Per ogni giovane che arriva in Italia dai paesi avanzati, otto italiani vanno all’estero.
Tra il 2022 e il 2023, circa 100.000 giovani italiani hanno lasciato il Paese, segnando un aumento rispetto agli anni precedenti
Rispetto al resto d’Europa, l’Italia è all’ultimo posto per capacità di attrazione di giovani, accogliendo solo il 6% di europei, contro il 43% della Svizzera e il 32% della Spagna. Molti vanno via per ricercare migliori opportunità lavorative (25%), ma anche per studio e formazione (19,2%) e per cercare una qualità di vita più alta (17,1%). Il 10% invece è alla ricerca di un salario più alto (fonte Fondazione Nord Est).
Secondo i dati dell’OCSE, l’Italia si colloca al 21º posto su 34 paesi per stipendio medio annuo, con una retribuzione lorda di circa 44.893 euro nel 2023. 
È importante notare che, tra il 1991 e il 2022, i salari reali in Italia sono aumentati solo dell’1%, a fronte di una crescita media del 32,5% nell’area OCSE. 
Inoltre, l’Italia presenta un cuneo fiscale significativo: nel 2023, il peso del fisco sui salari è stato del 45,1%, posizionando il paese al quinto posto tra i membri OCSE per pressione fiscale sul lavoro. 
Questi dati evidenziano una stagnazione dei salari reali in Italia negli ultimi decenni, accompagnata da una pressione fiscale elevata rispetto ad altri paesi dell’OCSE.
In sintesi, l’Italia è sempre ben lontana dal livello di pressione fiscale e di spesa pubblica ottimali che favoriscano la crescita economica ed una sana gestione della finanza pubblica.
Ciò è determinante nella stagnazione che caratterizza l’economia italiana negli ultimi decenni in netto contrasto con la crescita media mondiale che si attesta, da inizio secolo, attorno al 3% annuo: il pil mondiale è raddoppiato da inizio secolo; il pil italiano, i redditi medi, da allora, sono sostanzialmente fermi. Ed i poveri sono triplicati.

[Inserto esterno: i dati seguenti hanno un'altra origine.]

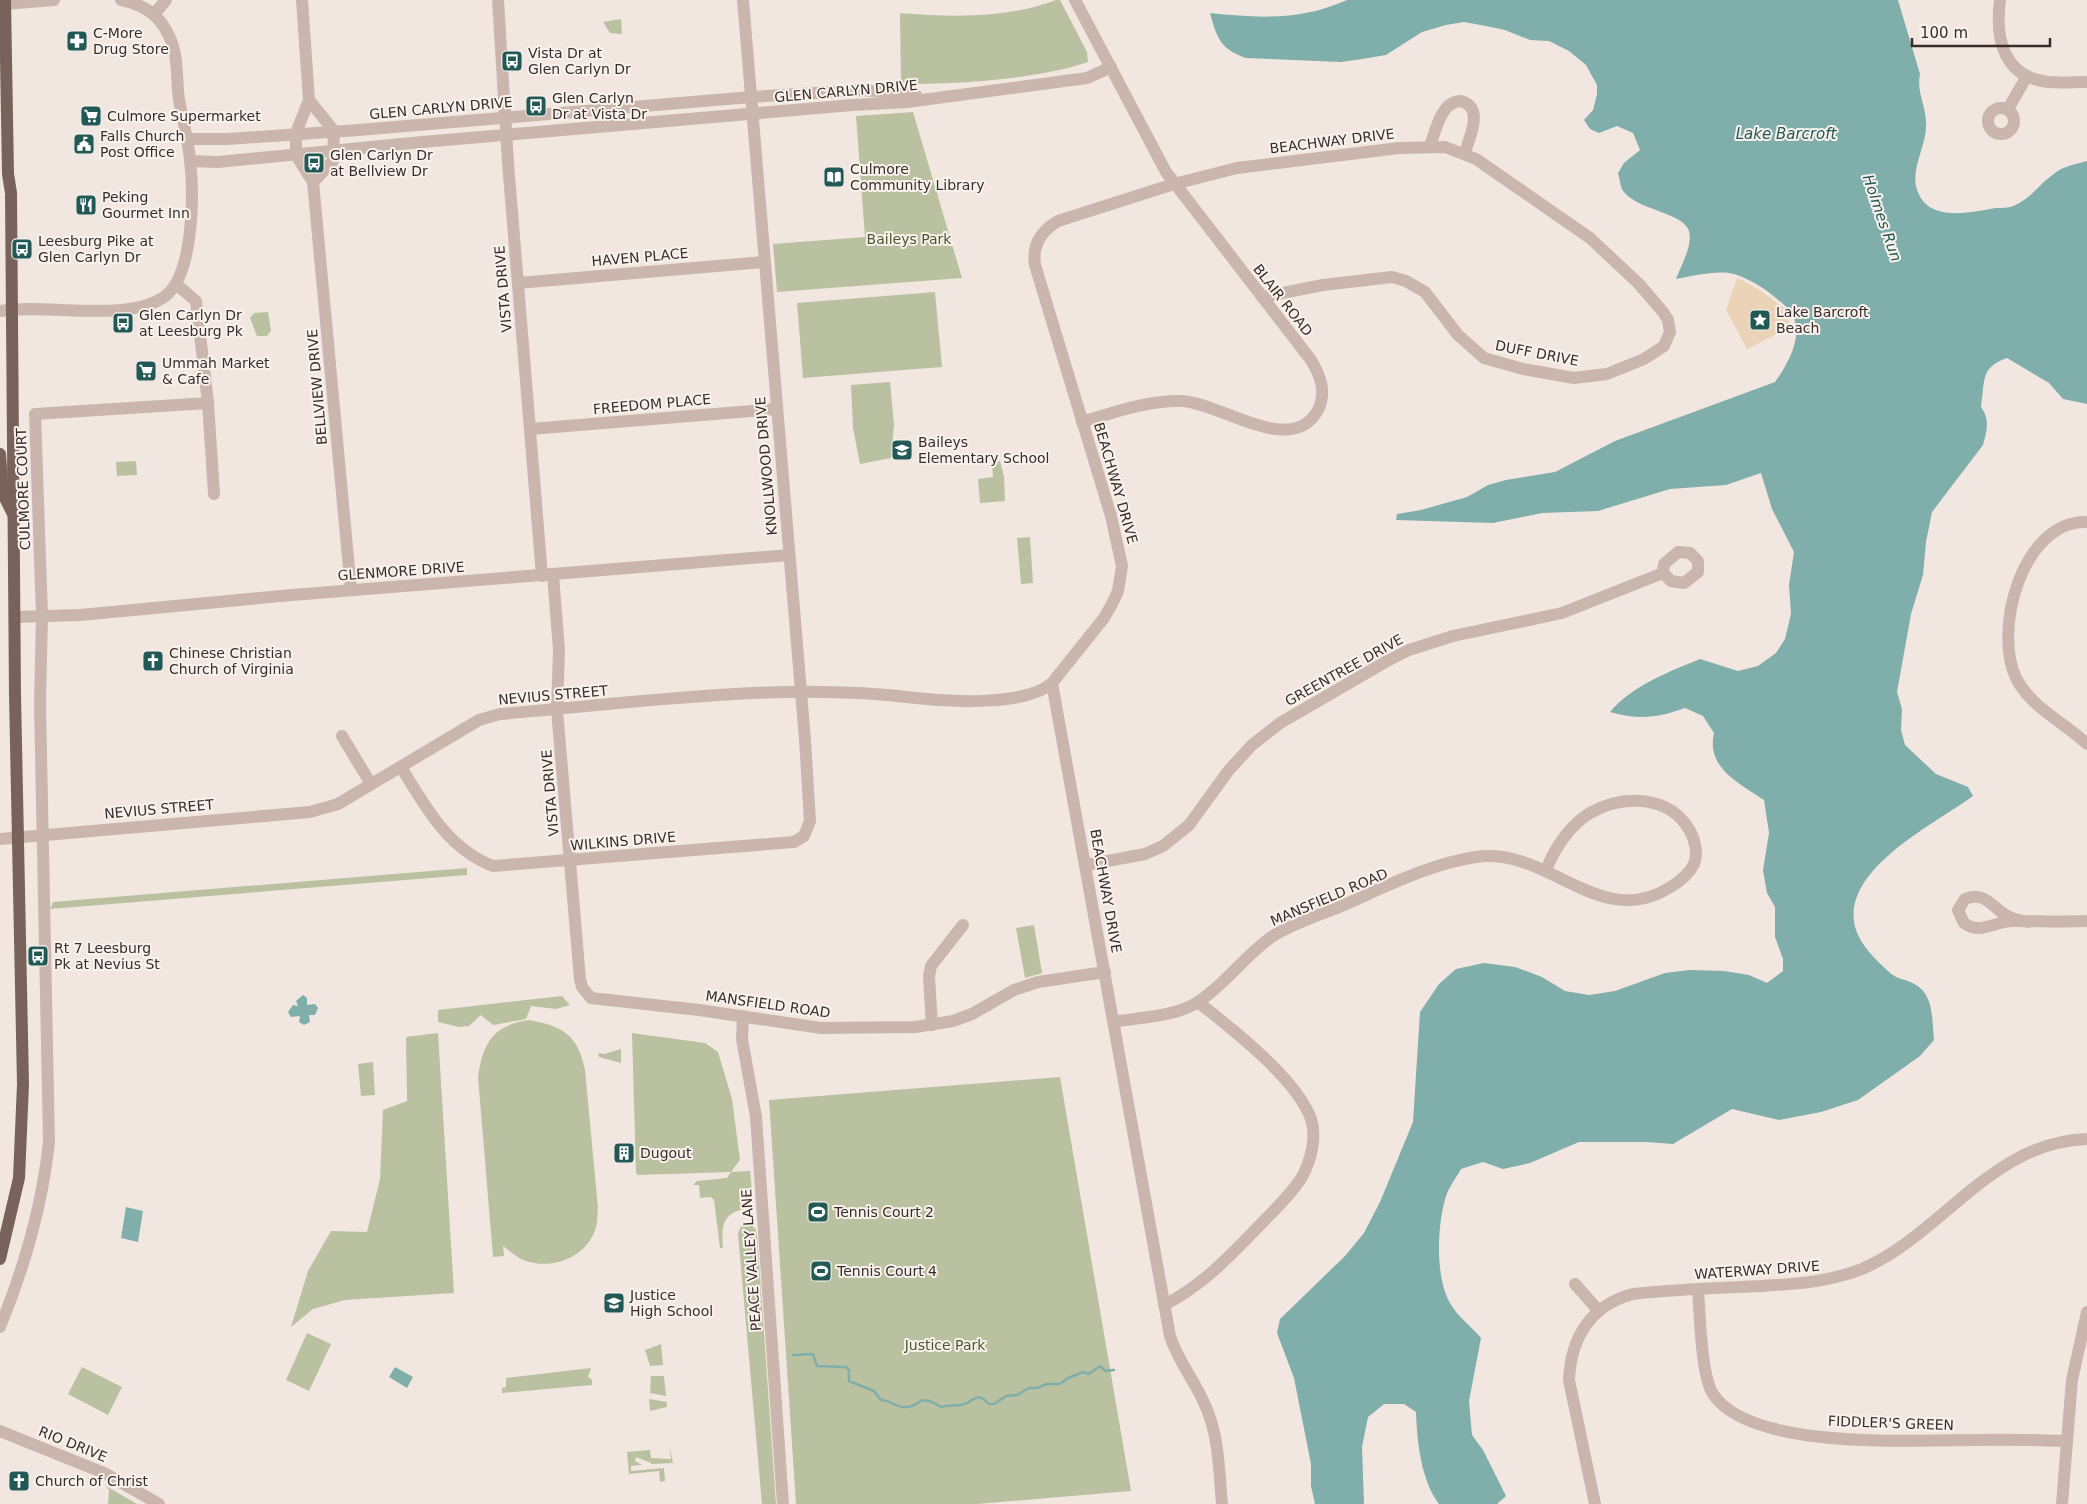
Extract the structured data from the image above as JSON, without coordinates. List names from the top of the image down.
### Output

La curva di Laffer permette di visualizzare la correlazione tra pressione fiscale e gettito fiscale.
La teoria su cui si basa illustra come l’aumento della tassazione può causare anche una diminuzione delle entrate fiscali perché determina un rallentamento congiunturale.
L’equazione di Laffer è stata ideata dall’omonimo economista statunitense Arthur Laffer, esponente di rilievo dell’amministrazione Reagan. Il grafico, che prende il suo nome, ha l’aspetto simile a quello di una campana e descrive, a livello teorico, come le entrate fiscali reagiscono al variare dell’imposizione fiscale.
Meno nota della curva di Laffer (derivante da diversi modelli di tassazione ottimale) e sviluppata dall’economista e deputato statunitense Richard Armey, la curva di Armey mira ad identificare quale relazione ci sia tra la crescita della spesa pubblica, in percentuale del PIL, ed il tasso di crescita del PIL stesso; ponendo le due grandezze in un grafico, sull’asse delle ascisse si registra la spesa pubblica in percentuale del PIL mentre sull’asse delle ordinate viene raffigurato il tasso di crescita del PIL.